Senator Byrd, welcome.
SEN. ROBERT BYRD, (D-WV): Thank you.
MR. RUSSERT: Why would you say our commander in chief is a dangerous leader?
SEN. BYRD: He doesn't like to answer questions. He doesn't like to build a consensus. He doesn't like consultation. He is a man who's governed by his instincts, he says. That's fine. I don't believe, however, that we should have a national leader who is governed by his instincts.
MR. RUSSERT: In the midst of the war in Iraq, the war in Afghanistan, what message do you think it sends to the world when someone like you says that President Bush is dangerous, reckless and arrogant?
SEN. BYRD: I hope that the world will listen. This book constitutes a wake-up call, a wake-up call not only to our own people but to the world.
MR. RUSSERT: Let me show you what you also say in the book. Back in October of 2002, only 23 senators opposed a resolution authorizing the president to go to war. "In the end, only 22 other members voted to oppose this despicable grant of authority. ...Never in my half century of congressional service had the United States Senate proved unworthy of its great name. What would the framers have thought? In this terrible show of weakness, the Senate left an indelible stain upon its own escutcheon. Having revered the Senate during my service for more than forty years, I was never pained so much."
You say that the 22 senators who joined with you were profiles in courage, and those who didn't vote that way had shown weakness. John Kerry, candidate for president, John Edwards, candidate for vice president, your Democratic Party, voted for the war. Are they weak?
SEN. BYRD: They were misled. I'm confident of that. And I have a feeling that that is why they voted as they did.
MR. RUSSERT: Misled by whom?
SEN. BYRD: Misled by this administration, misled by this president, misled by Mr. Rumsfeld, misled by the CIA. Mostly, though, however...
MR. RUSSERT: Intentional?
SEN. BYRD: I can't say it was the intention, but it was what caused many senators, I'm sure, to vote as they did. And we have to remember that this was in an atmosphere where to vote against it and to speak out against this administration took courage. And many senators were fearful that they would be called unpatriotic if they did not vote with the administration.
MR. RUSSERT: You seem to suggest that John Kerry and John Edwards lacked courage.
SEN. BYRD: No, I'm not saying that. I'm saying they lacked the facts. I didn't have the facts any more than anybody else, but I had studied this administration; I had listened to what Karl Rove had said in Austin, Texas, when he addressed the Republican National Committee in January of 2001 when he indicated that this war, this homeland security subject, all of this, was a horse on which they could ride right through the upcoming election. He indicated that the people trusted the Republicans more to defend this country, and it was his suggestion that the Republican strategy should be to use this in order to win the election. I read about that. And then, as a result of my reading that, every time I saw the president on camera with the backdrop of the military, of the National Guard, I remembered what Karl Rove said. And I think the administration was carrying it right through on his advice.

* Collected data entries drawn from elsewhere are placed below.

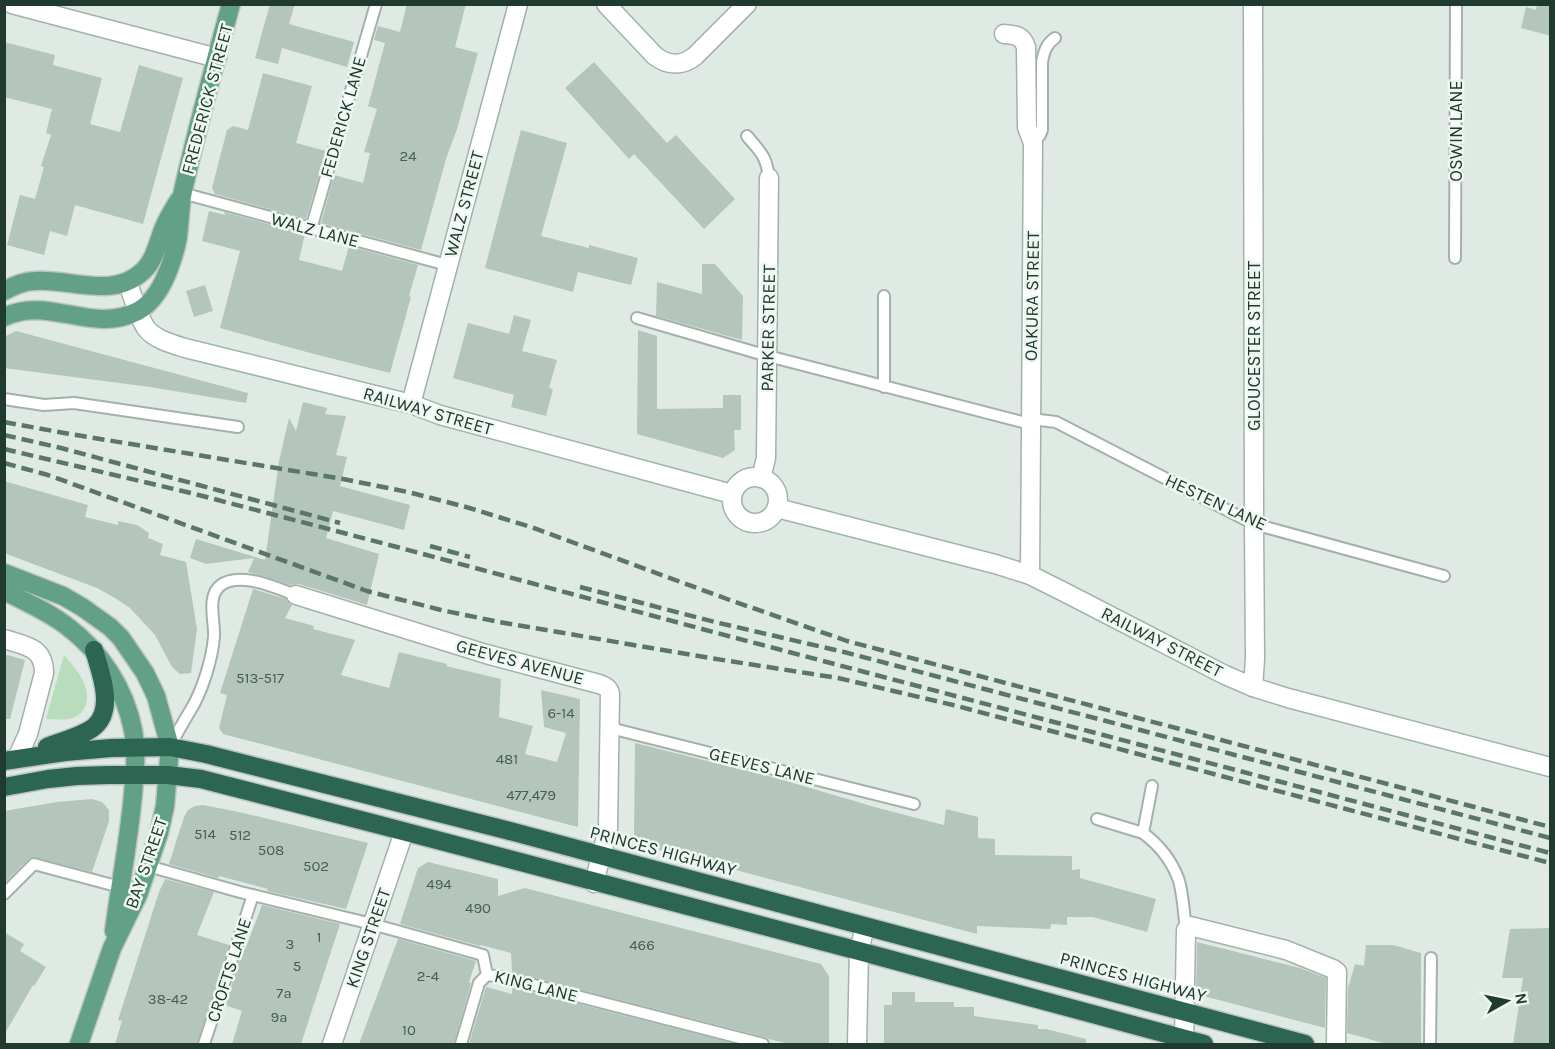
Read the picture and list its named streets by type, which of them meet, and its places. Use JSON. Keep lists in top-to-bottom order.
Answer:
{
  "streets": {
    "highway": ["PRINCES HIGHWAY"],
    "main road": ["FREDERICK STREET", "BAY STREET"],
    "street": [
      "WALZ STREET",
      "OAKURA STREET",
      "PARKER STREET",
      "GLOUCESTER STREET",
      "RAILWAY STREET",
      "GEEVES AVENUE",
      "KING STREET"
    ],
    "lane": [
      "FEDERICK LANE",
      "OSWIN LANE",
      "WALZ LANE",
      "HESTEN LANE",
      "GEEVES LANE",
      "CROFTS LANE",
      "KING LANE"
    ]
  },
  "crossings": [
    ["FREDERICK STREET", "WALZ LANE"],
    ["FREDERICK STREET", "RAILWAY STREET"],
    ["FEDERICK LANE", "WALZ LANE"],
    ["WALZ STREET", "WALZ LANE"],
    ["WALZ STREET", "RAILWAY STREET"],
    ["OAKURA STREET", "RAILWAY STREET"],
    ["OAKURA STREET", "HESTEN LANE"],
    ["PARKER STREET", "RAILWAY STREET"],
    ["PARKER STREET", "HESTEN LANE"],
    ["GLOUCESTER STREET", "RAILWAY STREET"],
    ["GLOUCESTER STREET", "HESTEN LANE"],
    ["GEEVES AVENUE", "GEEVES LANE"],
    ["GEEVES AVENUE", "PRINCES HIGHWAY"],
    ["GEEVES AVENUE", "BAY STREET"],
    ["PRINCES HIGHWAY", "BAY STREET"],
    ["BAY STREET", "KING LANE"],
    ["KING STREET", "KING LANE"],
    ["CROFTS LANE", "KING LANE"]
  ],
  "house_numbers": [
    "24",
    "513-517",
    "6-14",
    "481",
    "477,479",
    "514",
    "512",
    "508",
    "502",
    "494",
    "490",
    "1",
    "3",
    "466",
    "5",
    "2-4",
    "7a",
    "38-42",
    "9a",
    "10"
  ],
  "north": "right"
}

MR. RUSSERT: Let me show you another excerpt from your book: "We keep hearing the refrain, `Stay the course.' What is the course? Is it that we continue sending American troops to be used as sitting ducks in an Iraqi shooting gallery? How long are we going to be fed the pap that fighting the terrorists on the streets of Baghdad saves us from fighting terrorists on the streets of New York City or Washington, D.C.?"

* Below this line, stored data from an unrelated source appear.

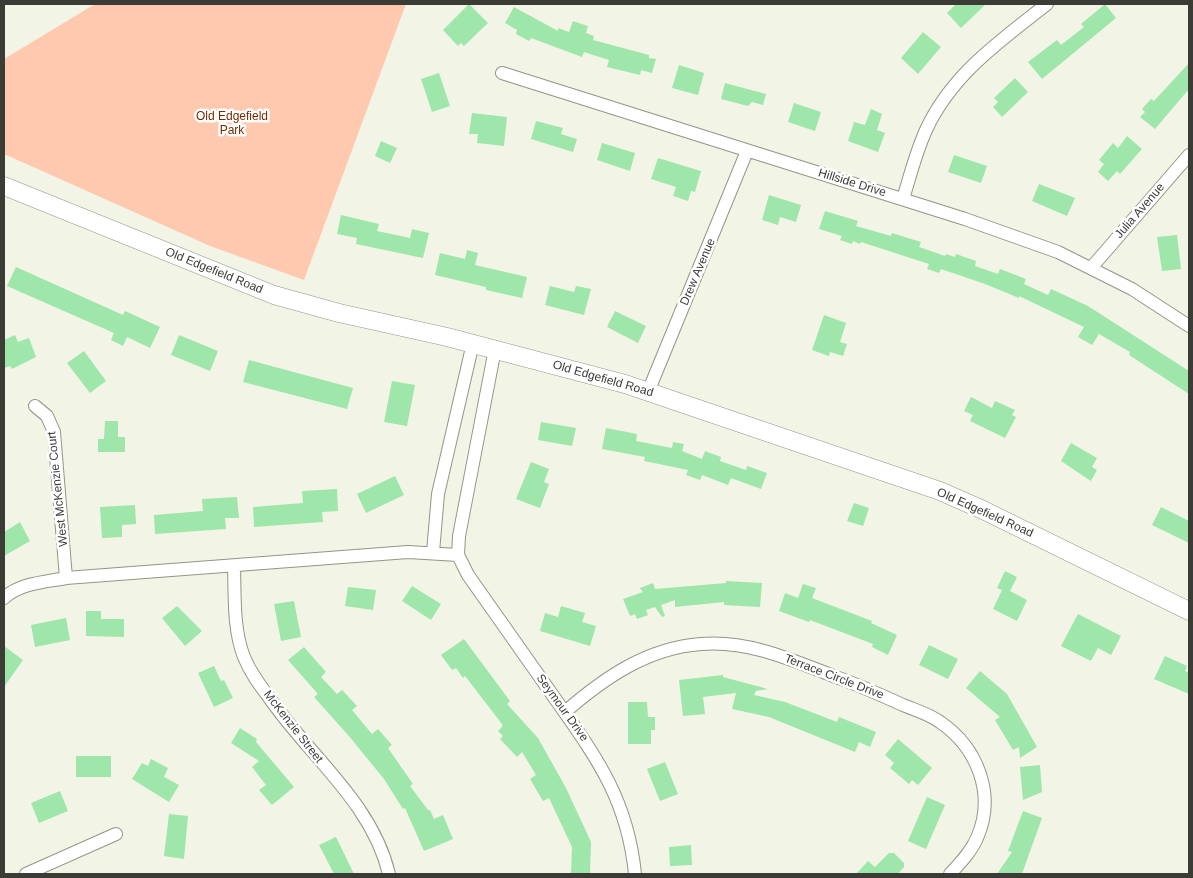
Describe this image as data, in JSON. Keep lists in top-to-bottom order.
{
  "streets": {
    "street": [
      "Hillside Drive",
      "Julia Avenue",
      "Old Edgefield Road",
      "Drew Avenue",
      "West McKenzie Court",
      "Terrace Circle Drive",
      "Seymour Drive",
      "McKenzie Street"
    ]
  },
  "crossings": [
    ["Hillside Drive", "Julia Avenue"],
    ["Hillside Drive", "Drew Avenue"],
    ["Old Edgefield Road", "Drew Avenue"],
    ["Terrace Circle Drive", "Seymour Drive"]
  ],
  "parks": ["Old Edgefield Park"]
}
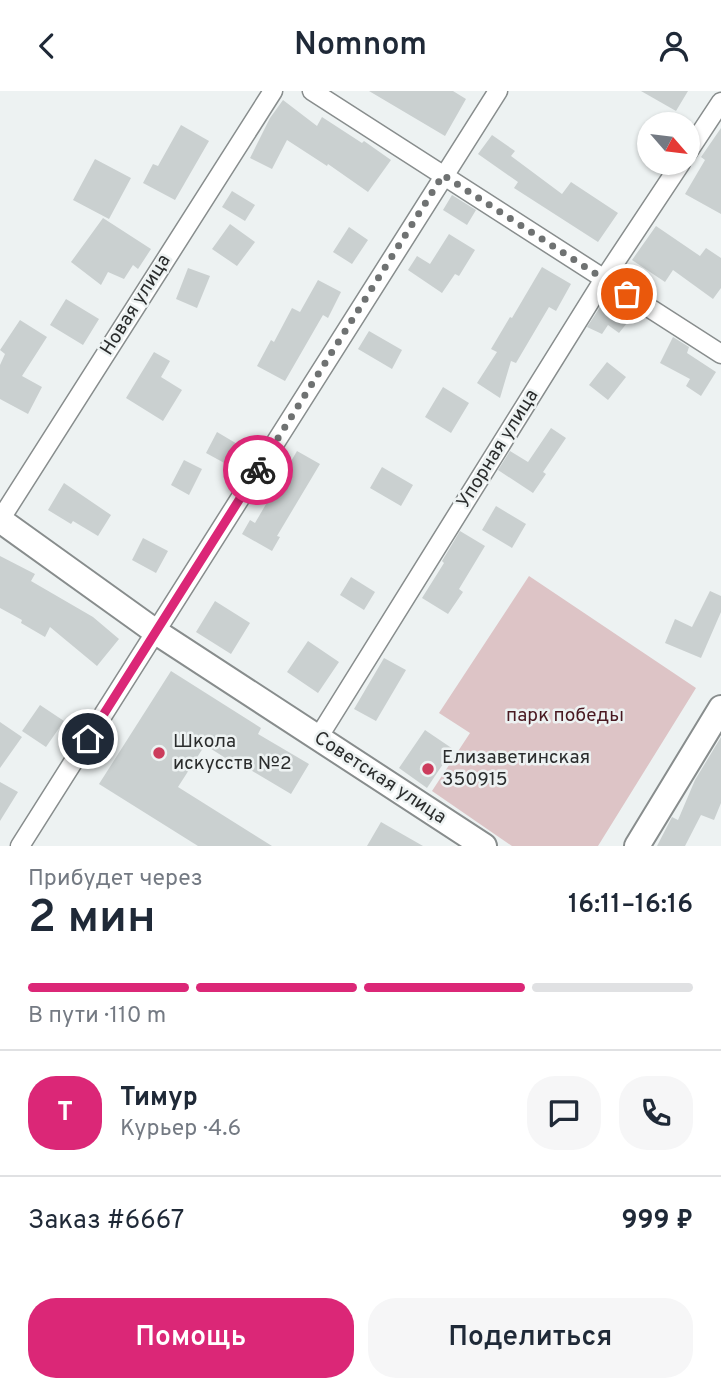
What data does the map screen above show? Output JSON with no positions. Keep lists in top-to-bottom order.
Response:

What would you do, pull all the American troops out immediately?
SEN. BYRD: No. No, we made a mistake. It was wrong to enter this war. There were two wars going on: one in Afghanistan, which I fully supported. That was a war that was begun by the--those who destructed the world towers. That was an attack on America. I was 100 percent behind the president in his reaction to that war.
But then a second war has come along, in which another country did not attack us, there was not an imminent danger from Iraq. This was Mr. Bush's war. I was against it. It was a mistake, I said at the time. I say now that it is a mistake. I'd never say that we should pull our troops out. I think we should work, having entered into this, to bring about an honorable way to bring our troops home.
MR. RUSSERT: Would that, however, make Iraq a haven for terrorists if we were to abandon it?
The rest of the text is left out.